Dataset content: Begin
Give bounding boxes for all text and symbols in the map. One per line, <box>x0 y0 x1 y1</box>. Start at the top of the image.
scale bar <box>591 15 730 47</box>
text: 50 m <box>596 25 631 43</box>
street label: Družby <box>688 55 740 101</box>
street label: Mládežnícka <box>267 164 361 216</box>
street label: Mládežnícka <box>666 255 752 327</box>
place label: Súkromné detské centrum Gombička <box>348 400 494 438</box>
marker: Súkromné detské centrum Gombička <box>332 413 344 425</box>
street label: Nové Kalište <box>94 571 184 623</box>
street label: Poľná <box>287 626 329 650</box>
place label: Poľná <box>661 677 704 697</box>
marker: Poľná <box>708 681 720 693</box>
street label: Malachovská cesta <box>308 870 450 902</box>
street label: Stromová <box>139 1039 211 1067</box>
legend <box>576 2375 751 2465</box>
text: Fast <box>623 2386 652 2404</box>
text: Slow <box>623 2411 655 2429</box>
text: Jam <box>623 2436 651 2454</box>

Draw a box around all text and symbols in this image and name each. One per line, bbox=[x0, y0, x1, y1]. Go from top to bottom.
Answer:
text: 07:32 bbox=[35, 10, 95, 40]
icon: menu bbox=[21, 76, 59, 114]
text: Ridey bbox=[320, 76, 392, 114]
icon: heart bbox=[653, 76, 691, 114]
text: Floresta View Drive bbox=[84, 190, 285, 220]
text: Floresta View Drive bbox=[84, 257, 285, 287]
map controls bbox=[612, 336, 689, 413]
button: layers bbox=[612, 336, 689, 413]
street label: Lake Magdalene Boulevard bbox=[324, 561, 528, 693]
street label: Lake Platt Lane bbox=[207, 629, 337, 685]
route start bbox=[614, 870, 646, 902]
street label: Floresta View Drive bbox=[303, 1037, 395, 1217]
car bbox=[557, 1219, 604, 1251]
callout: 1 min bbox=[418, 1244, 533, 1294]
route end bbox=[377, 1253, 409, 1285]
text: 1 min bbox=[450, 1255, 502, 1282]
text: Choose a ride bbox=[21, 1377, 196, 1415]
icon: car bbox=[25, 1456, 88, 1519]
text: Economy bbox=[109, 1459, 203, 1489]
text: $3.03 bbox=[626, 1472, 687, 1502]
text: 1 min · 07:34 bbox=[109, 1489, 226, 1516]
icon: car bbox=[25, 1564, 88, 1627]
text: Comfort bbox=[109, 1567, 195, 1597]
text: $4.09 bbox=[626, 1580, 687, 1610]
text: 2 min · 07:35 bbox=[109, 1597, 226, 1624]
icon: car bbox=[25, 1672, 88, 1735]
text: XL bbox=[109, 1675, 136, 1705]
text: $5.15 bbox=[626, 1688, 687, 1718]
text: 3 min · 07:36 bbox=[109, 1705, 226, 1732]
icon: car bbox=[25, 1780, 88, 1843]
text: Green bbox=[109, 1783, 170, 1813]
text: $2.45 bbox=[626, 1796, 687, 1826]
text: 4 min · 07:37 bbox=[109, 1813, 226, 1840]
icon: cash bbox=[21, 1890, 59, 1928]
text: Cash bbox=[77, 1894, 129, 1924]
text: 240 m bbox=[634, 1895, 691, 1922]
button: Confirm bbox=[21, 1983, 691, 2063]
Dataset content: End
=== What needs to be done ===
In full and without alteration, write out the data above.

=== Answer box ===
Give bounding boxes for all text and symbols in the map. One per line, <box>x0 y0 x1 y1</box>. Start at the top of the image.
scale bar <box>591 15 730 47</box>
text: 50 m <box>596 25 631 43</box>
street label: Družby <box>688 55 740 101</box>
street label: Mládežnícka <box>267 164 361 216</box>
street label: Mládežnícka <box>666 255 752 327</box>
place label: Súkromné detské centrum Gombička <box>348 400 494 438</box>
marker: Súkromné detské centrum Gombička <box>332 413 344 425</box>
street label: Nové Kalište <box>94 571 184 623</box>
street label: Poľná <box>287 626 329 650</box>
place label: Poľná <box>661 677 704 697</box>
marker: Poľná <box>708 681 720 693</box>
street label: Malachovská cesta <box>308 870 450 902</box>
street label: Stromová <box>139 1039 211 1067</box>
legend <box>576 2375 751 2465</box>
text: Fast <box>623 2386 652 2404</box>
text: Slow <box>623 2411 655 2429</box>
text: Jam <box>623 2436 651 2454</box>

Draw a box around all text and symbols in this image and name each. One per line, bbox=[x0, y0, x1, y1]. Go from top to bottom.
Answer:
text: 07:32 bbox=[35, 10, 95, 40]
icon: menu bbox=[21, 76, 59, 114]
text: Ridey bbox=[320, 76, 392, 114]
icon: heart bbox=[653, 76, 691, 114]
text: Floresta View Drive bbox=[84, 190, 285, 220]
text: Floresta View Drive bbox=[84, 257, 285, 287]
map controls bbox=[612, 336, 689, 413]
button: layers bbox=[612, 336, 689, 413]
street label: Lake Magdalene Boulevard bbox=[324, 561, 528, 693]
street label: Lake Platt Lane bbox=[207, 629, 337, 685]
route start bbox=[614, 870, 646, 902]
street label: Floresta View Drive bbox=[303, 1037, 395, 1217]
car bbox=[557, 1219, 604, 1251]
callout: 1 min bbox=[418, 1244, 533, 1294]
route end bbox=[377, 1253, 409, 1285]
text: 1 min bbox=[450, 1255, 502, 1282]
text: Choose a ride bbox=[21, 1377, 196, 1415]
icon: car bbox=[25, 1456, 88, 1519]
text: Economy bbox=[109, 1459, 203, 1489]
text: $3.03 bbox=[626, 1472, 687, 1502]
text: 1 min · 07:34 bbox=[109, 1489, 226, 1516]
icon: car bbox=[25, 1564, 88, 1627]
text: Comfort bbox=[109, 1567, 195, 1597]
text: $4.09 bbox=[626, 1580, 687, 1610]
text: 2 min · 07:35 bbox=[109, 1597, 226, 1624]
icon: car bbox=[25, 1672, 88, 1735]
text: XL bbox=[109, 1675, 136, 1705]
text: $5.15 bbox=[626, 1688, 687, 1718]
text: 3 min · 07:36 bbox=[109, 1705, 226, 1732]
icon: car bbox=[25, 1780, 88, 1843]
text: Green bbox=[109, 1783, 170, 1813]
text: $2.45 bbox=[626, 1796, 687, 1826]
text: 4 min · 07:37 bbox=[109, 1813, 226, 1840]
icon: cash bbox=[21, 1890, 59, 1928]
text: Cash bbox=[77, 1894, 129, 1924]
text: 240 m bbox=[634, 1895, 691, 1922]
button: Confirm bbox=[21, 1983, 691, 2063]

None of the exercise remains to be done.